- Exercise brief -
Go through the lines below and copy each one that holds the string "none".

- Source records -
- - - - -

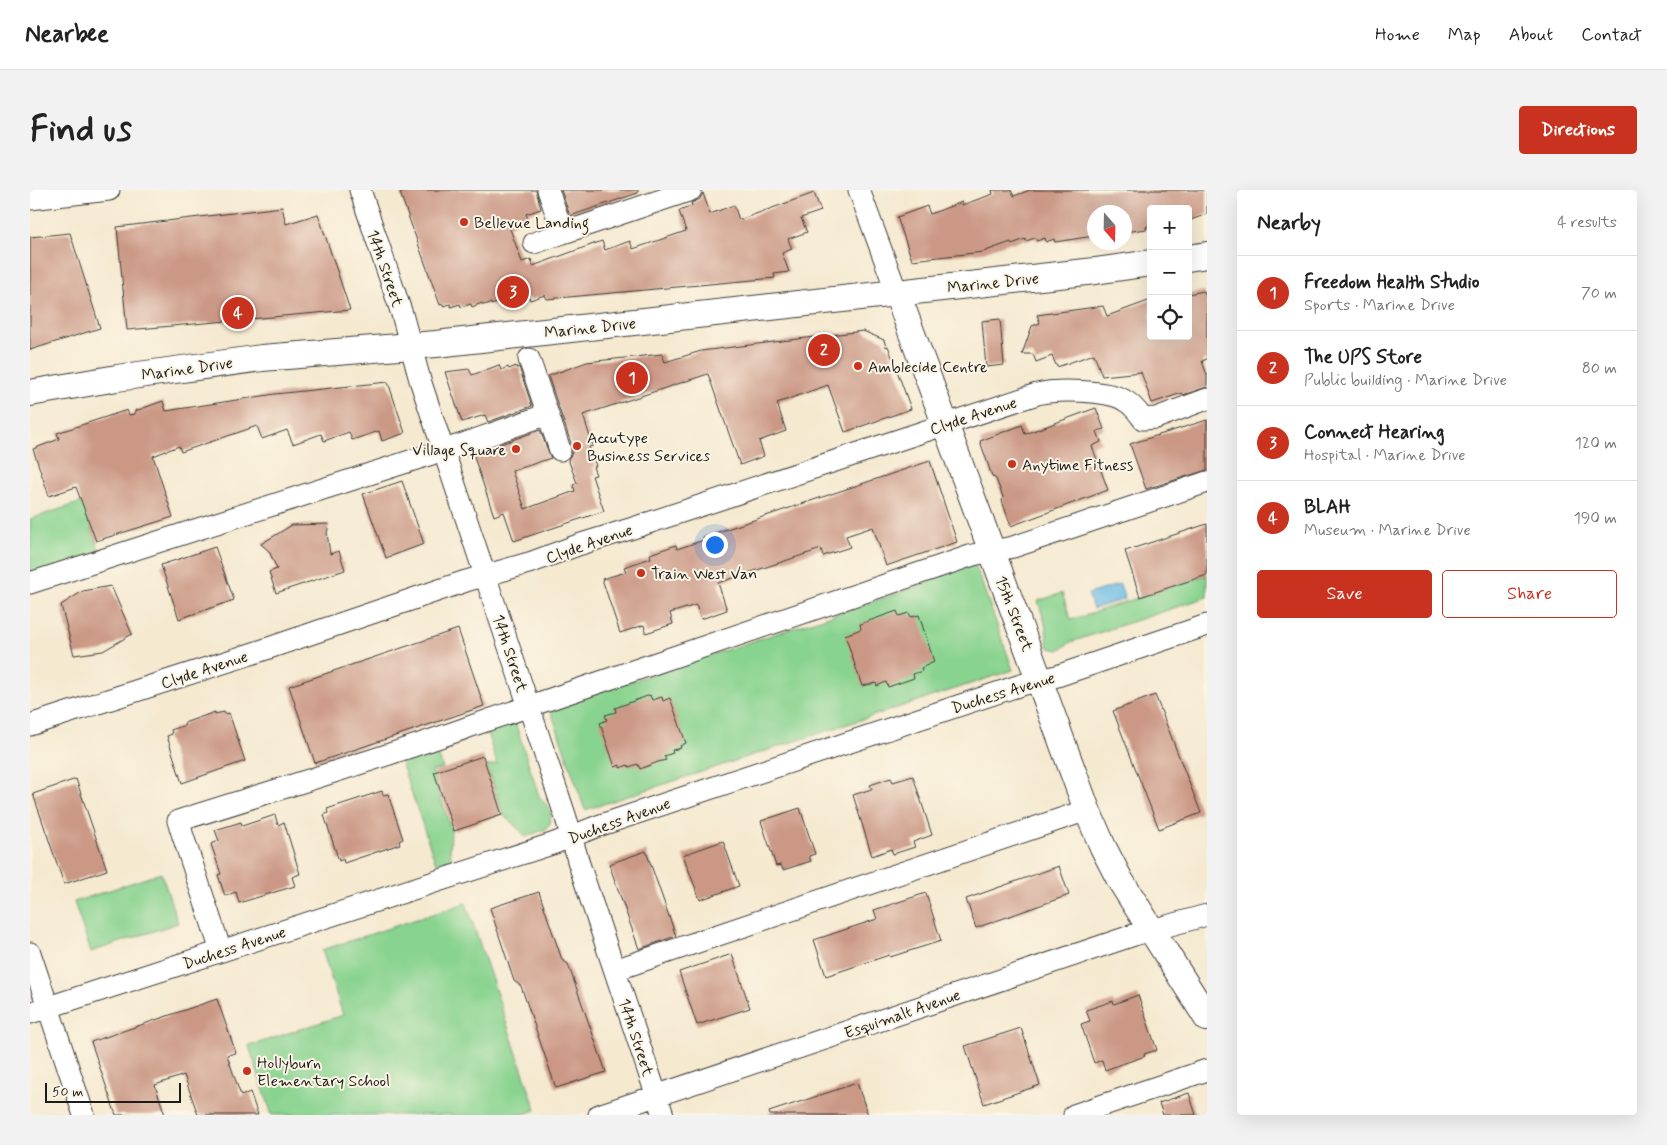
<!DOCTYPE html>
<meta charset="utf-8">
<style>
body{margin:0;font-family:Mynerve,sans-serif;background:#f2f2f2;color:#222}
.controls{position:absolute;right:15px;top:15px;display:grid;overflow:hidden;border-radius:5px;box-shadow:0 5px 20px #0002}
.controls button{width:45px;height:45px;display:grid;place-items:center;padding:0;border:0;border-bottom:1px solid #e0e0e0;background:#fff;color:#222;font:25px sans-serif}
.compass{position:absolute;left:1057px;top:15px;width:45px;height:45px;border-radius:50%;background:#fff;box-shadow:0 5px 20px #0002;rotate:160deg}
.scale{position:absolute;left:15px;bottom:12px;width:136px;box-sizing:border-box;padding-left:5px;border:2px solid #1c1c1c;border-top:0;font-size:14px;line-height:18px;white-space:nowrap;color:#1c1c1c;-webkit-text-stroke:4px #fcf5e5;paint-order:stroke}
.you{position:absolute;left:684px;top:354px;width:18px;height:18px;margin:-12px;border:4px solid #fff;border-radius:50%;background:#1a73e8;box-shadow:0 0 0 8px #1a73e833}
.badge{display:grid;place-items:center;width:32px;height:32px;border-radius:50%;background:#c8321e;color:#fff;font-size:16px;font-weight:700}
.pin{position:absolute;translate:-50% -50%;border:2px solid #fff;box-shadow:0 1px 5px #0006}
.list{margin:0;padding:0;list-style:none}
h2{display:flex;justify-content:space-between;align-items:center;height:65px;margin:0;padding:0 20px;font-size:21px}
h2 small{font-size:16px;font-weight:400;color:#767676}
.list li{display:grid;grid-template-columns:32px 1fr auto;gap:15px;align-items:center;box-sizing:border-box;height:75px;padding:0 20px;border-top:1px solid #e0e0e0}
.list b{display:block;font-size:19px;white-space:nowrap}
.list p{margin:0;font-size:16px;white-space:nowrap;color:#767676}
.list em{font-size:16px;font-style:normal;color:#767676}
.actions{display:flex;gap:10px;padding:15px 20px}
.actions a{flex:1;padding:11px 0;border:1px solid #c8321e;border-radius:5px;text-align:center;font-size:18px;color:#c8321e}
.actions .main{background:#c8321e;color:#fff}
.icon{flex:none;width:28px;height:28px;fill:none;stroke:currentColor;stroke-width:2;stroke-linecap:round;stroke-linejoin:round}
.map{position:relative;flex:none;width:1177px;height:925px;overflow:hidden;border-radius:5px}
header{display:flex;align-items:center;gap:30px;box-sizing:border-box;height:70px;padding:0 25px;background:#fff;border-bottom:1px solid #e0e0e0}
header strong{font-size:24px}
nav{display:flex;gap:28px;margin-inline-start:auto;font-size:18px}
.intro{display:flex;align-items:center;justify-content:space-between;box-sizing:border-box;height:120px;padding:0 30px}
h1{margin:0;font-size:35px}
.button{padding:12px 22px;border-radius:5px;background:#c8321e;color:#fff;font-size:18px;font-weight:700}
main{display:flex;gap:30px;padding:0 30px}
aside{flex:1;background:#fff;border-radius:5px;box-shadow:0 5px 20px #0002}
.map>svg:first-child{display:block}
</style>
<header>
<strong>Nearbee</strong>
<nav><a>Home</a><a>Map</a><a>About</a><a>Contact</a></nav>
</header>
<div class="intro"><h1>Find us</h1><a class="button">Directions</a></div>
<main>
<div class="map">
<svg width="1177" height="925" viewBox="0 0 1177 925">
<rect width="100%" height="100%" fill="#fcf5e5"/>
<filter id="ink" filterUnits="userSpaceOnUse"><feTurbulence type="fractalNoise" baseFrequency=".02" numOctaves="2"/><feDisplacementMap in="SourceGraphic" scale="10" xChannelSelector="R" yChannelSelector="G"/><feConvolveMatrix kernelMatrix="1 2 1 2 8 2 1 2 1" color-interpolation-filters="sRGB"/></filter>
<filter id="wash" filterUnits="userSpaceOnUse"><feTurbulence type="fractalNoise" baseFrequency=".0096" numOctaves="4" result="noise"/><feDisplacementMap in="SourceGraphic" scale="20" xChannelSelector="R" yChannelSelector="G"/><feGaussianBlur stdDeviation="1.12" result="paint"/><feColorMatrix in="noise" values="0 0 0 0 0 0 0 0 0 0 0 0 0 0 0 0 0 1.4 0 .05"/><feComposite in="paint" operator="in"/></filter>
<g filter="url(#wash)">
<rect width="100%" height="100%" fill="#f5e9d0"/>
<!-- green -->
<path fill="#88d38f" stroke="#527856" d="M52 312 70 362 0 386V329Z
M940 374 946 377 983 480 555 620 520 518 869 403Z
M1177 385V407L1041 452 1029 460 1020 458 1018 454 1015 433 1008 411 1032 403 1041 430Z
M484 529 509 606 518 617 521 623 520 634 516 639 495 647 493 643 474 626 457 576 467 574 455 537Z
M435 548 433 552 407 561 413 578 402 581 421 639 420 661 422 671 411 674 405 671 370 569Z
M131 683 148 733 61 762 44 712Z
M436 713 506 920 490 925H242L219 856 313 825 292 760Z"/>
<!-- water -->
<path fill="#6abbe5" stroke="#436c80" d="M1090 394 1095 409 1063 419 1058 404Z"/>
<g id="blocks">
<!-- building -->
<path fill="#cb9885" d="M378 0H506L511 19 496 24 498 29 479 36 492 72 501 69 503 76 572 51 575 60 600 51 603 59 656 41 649 21 662 16 661 13 670 9 673 3 680 24 704 15 709 30 784 3 791 21 771 28 777 42 758 49 762 59 752 63 759 82 744 84 745 88 517 109 515 105 500 110 499 107 486 111 485 109 473 113 472 111 461 115V113L453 115 452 113 442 117 441 114 431 117 430 114 421 117 420 114 413 116V114L410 115 370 3Z
M531 0H608V3L540 26Z
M962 0H981L984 6 1000 0H1177V24L1158 31V19H1121V35L1116 37 1117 39 1094 42V22H1064V46L1025 52 1024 49 1016 52 1015 48 1007 51 1005 48 996 51 995 49 982 54 981 52 953 62 882 70 867 27 897 16 900 24 932 12V15L963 4Z
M252 17 256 34 288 24 320 120 97 140 87 37Z
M40 43 70 138 0 160V47Z
M1174 101 1177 111V169L1172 171 1177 185V197L1153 205 1152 203 1122 213 1111 182 1072 186 1064 164 1027 177 1022 166 1006 172 1003 164H992L1002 136 1010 133 1007 125 1073 116 1077 126 1121 110V146H1158V104Z
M970 129 974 175 956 177 952 131Z
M833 141 854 150 856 157 858 156 881 219 815 242 798 195 747 213 756 241 729 251 734 266 710 275 678 184 553 225 563 256 559 257 566 276 563 277 566 285 562 286 574 321 484 351 474 322 464 326 443 264 510 240 521 268 482 281 495 319 545 301 543 295 547 293 538 269 542 263V256L518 186 557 172 632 164 635 172 671 161Z
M469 175 471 180 478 177 479 179 486 176V178L489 177 502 216 458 232 455 225 432 232 415 182 439 179 442 185Z
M358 192 375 243 352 251 349 241 322 250 319 242 294 251 291 244 263 254 257 240 232 249 227 236 151 262 149 256 123 266 143 327 66 351 46 297 19 306 3 259 29 249 27 243 97 220 99 225 105 224V221L133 211 136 221 245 204Z
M1066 218 1074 239 1067 241 1071 252 1062 256 1078 300 981 336 972 311 973 307 966 289 962 286 950 251 992 235 995 244Z
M1177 230V280L1116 299 1100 254Z
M900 271 927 352 856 376 843 337 816 346 820 357 793 366 791 359 688 393 697 420 671 429 666 415 640 423 643 434 616 443 614 435 590 443 572 389 596 382 594 377 621 368 620 364 646 355 647 359 674 350 673 347Z
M372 291 394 354 356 368 333 304Z
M299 334 297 343 300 364 309 361 315 380 246 403 239 382 247 379 239 361 231 354 262 335Z
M1177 334V385L1110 407 1095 361Z
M185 357 204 410 149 429 131 375Z
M81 396 102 444 73 461 44 465 31 415 53 401Z
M867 421 869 426 879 423 881 427 889 425 904 472 891 478 892 481 883 484 884 488 858 497 856 492 847 496 846 493 832 496 815 445 831 439 830 434Z
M428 439 454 516 285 573 259 496Z
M620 505 622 510 632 507 633 511 640 508 656 553 650 556 651 558 642 560 643 563 634 566 636 570 628 572 610 579 608 574 599 577 598 575 590 578V575L585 577 570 533 577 530 575 525 586 522 585 518Z
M1125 505 1171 623 1129 639 1083 521Z
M185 522V524L194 522 195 524 199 523 215 571 152 593 137 546 142 544 141 540 155 535 154 533Z
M453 566 472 625 424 641 404 582Z
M883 586 902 645 883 652 885 657 863 664 861 659 842 666 823 605 842 599 840 595 861 588 863 592Z
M46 589 77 680 34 694 3 604Z
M352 601 353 605 358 604 373 649 369 651 370 654 314 673 313 669 309 671 294 625 298 623 297 619Z
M770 618 785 664 779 666 781 671 753 680 751 675 746 676 731 631Z
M245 625 248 635 254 632 270 684 262 687 265 696 209 713 206 702 195 706 188 685 191 684 181 654 189 651 185 640 211 632 212 636Z
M693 651 709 696 670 710 653 665Z
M616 661 646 746 609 759 579 674Z
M1029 676 1039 705 946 738 936 709Z
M509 702 532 770 538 774 576 882 526 898 491 796 484 791 460 718Z
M896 703 911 751 860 767 859 765 796 786 784 750 847 729 844 720Z
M702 764 720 818 667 835 649 782Z
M1108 805 1127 860 1114 864 1115 866 1075 880 1072 870 1064 873 1051 834 1060 831 1056 820 1083 811 1084 814Z
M187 809 206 863 197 865 211 906 220 902 228 925H168L154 885 125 895 135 925H86L61 852Z
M991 838 1010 895 954 914 935 856Z
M827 893 838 925H740L739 922Z
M1159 903 1166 925H1133L1129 913Z"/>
</g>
</g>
<g filter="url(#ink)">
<use href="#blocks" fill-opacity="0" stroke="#3d3b37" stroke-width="1"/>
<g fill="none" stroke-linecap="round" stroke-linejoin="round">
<defs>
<path id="minor" d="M330 0 372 124 390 190 536 628 549 674 633 925
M518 0 533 43 661 0
M829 0 867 103
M0 9 79 0
M504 53 533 43
M499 169 530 260
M0 393 436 253 518 224
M0 535 230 461 436 391 502 372 548 355 603 338 1007 204C1026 199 1077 200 1094 210 1102 214 1108 222 1113 229L1126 228 1177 209
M191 761 148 631C248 599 348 570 447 534L943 365 983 357 1177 292
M0 763 54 925
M585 780 1057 620
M0 823 525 653 568 636 991 495 1027 486 1177 435
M569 925 1104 745 1177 725
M1044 925 1177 880"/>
<path id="major" d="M1158 68 1177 65
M867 103 1057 620 1073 657 1090 690 1177 828
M0 203 87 188 232 168 406 154 1065 81 1121 73"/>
</defs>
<!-- minor casing -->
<use href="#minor" stroke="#3d3b37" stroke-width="23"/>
<!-- major casing -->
<use href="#major" stroke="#3d3b37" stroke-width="28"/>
<!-- minor -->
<use href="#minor" stroke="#fff" stroke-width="21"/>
<!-- major -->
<use href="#major" stroke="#fff" stroke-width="26"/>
</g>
</g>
<!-- markers -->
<g fill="#c8321e" stroke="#fcf5e5" stroke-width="2">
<circle cx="434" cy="32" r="5"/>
<circle cx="828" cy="176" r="5"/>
<circle cx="547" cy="256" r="5"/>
<circle cx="486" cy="259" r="5"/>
<circle cx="982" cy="274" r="5"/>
<circle cx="611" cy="383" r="5"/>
<circle cx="217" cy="881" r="5"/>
</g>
<g text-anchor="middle" stroke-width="4" stroke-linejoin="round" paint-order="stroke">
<!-- poi labels -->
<g font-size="16" fill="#1c1c1c" stroke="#fcf5e5" text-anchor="start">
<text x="444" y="38">Bellevue Landing</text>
<text x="838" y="182">Amblecide Centre</text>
<text x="557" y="253">Accutype<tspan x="557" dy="18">Business Services</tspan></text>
<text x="476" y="265" text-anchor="end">Village Square</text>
<text x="992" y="280">Anytime Fitness</text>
<text x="621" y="389">Train West Van</text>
<text x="227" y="878">Hollyburn<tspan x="227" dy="18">Elementary School</tspan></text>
</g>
<!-- street labels -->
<g font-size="16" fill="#1c1c1c" stroke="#fcf5e5">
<text transform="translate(356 78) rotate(71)" y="6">14th Street</text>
<text transform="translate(963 92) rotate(-6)" y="6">Marine Drive</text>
<text transform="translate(560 137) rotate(-6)" y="6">Marine Drive</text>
<text transform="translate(157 178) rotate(-8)" y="6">Marine Drive</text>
<text transform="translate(943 225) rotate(-18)" y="6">Clyde Avenue</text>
<text transform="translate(559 353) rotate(-19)" y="6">Clyde Avenue</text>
<text transform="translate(985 423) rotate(69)" y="6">15th Street</text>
<text transform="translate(481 463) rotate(72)" y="6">14th Street</text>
<text transform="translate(174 479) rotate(-18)" y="6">Clyde Avenue</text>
<text transform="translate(973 502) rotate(-17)" y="6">Duchess Avenue</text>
<text transform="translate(589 630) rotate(-20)" y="6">Duchess Avenue</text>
<text transform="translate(204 757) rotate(-18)" y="6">Duchess Avenue</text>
<text transform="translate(872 823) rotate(-19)" y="6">Esquimalt Avenue</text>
<text transform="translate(607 847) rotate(72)" y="6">14th Street</text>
</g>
</g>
</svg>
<div class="controls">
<button>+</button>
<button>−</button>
<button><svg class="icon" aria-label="locate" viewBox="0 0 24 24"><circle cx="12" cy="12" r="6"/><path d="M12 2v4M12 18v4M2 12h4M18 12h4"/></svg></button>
</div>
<svg class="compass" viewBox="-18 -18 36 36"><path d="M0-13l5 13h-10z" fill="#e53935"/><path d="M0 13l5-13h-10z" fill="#767676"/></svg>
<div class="scale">50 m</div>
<div class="you"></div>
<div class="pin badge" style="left:602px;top:188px">1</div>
<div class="pin badge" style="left:794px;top:160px">2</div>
<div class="pin badge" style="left:483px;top:102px">3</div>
<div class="pin badge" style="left:208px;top:123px">4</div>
</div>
<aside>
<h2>Nearby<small>4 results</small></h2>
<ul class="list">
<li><span class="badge">1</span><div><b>Freedom Health Studio</b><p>Sports · Marine Drive</p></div><em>70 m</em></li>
<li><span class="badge">2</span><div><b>The UPS Store</b><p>Public building · Marine Drive</p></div><em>80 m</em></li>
<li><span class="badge">3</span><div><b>Connect Hearing</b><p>Hospital · Marine Drive</p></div><em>120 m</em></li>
<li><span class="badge">4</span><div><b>BLAH</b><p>Museum · Marine Drive</p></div><em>190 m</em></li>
</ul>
<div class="actions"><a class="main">Save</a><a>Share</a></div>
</aside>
</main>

- - - - -

- Expected answer -
.list{margin:0;padding:0;list-style:none}
.icon{flex:none;width:28px;height:28px;fill:none;stroke:currentColor;stroke-width:2;stroke-linecap:round;stroke-linejoin:round}
.map{position:relative;flex:none;width:1177px;height:925px;overflow:hidden;border-radius:5px}
<g fill="none" stroke-linecap="round" stroke-linejoin="round">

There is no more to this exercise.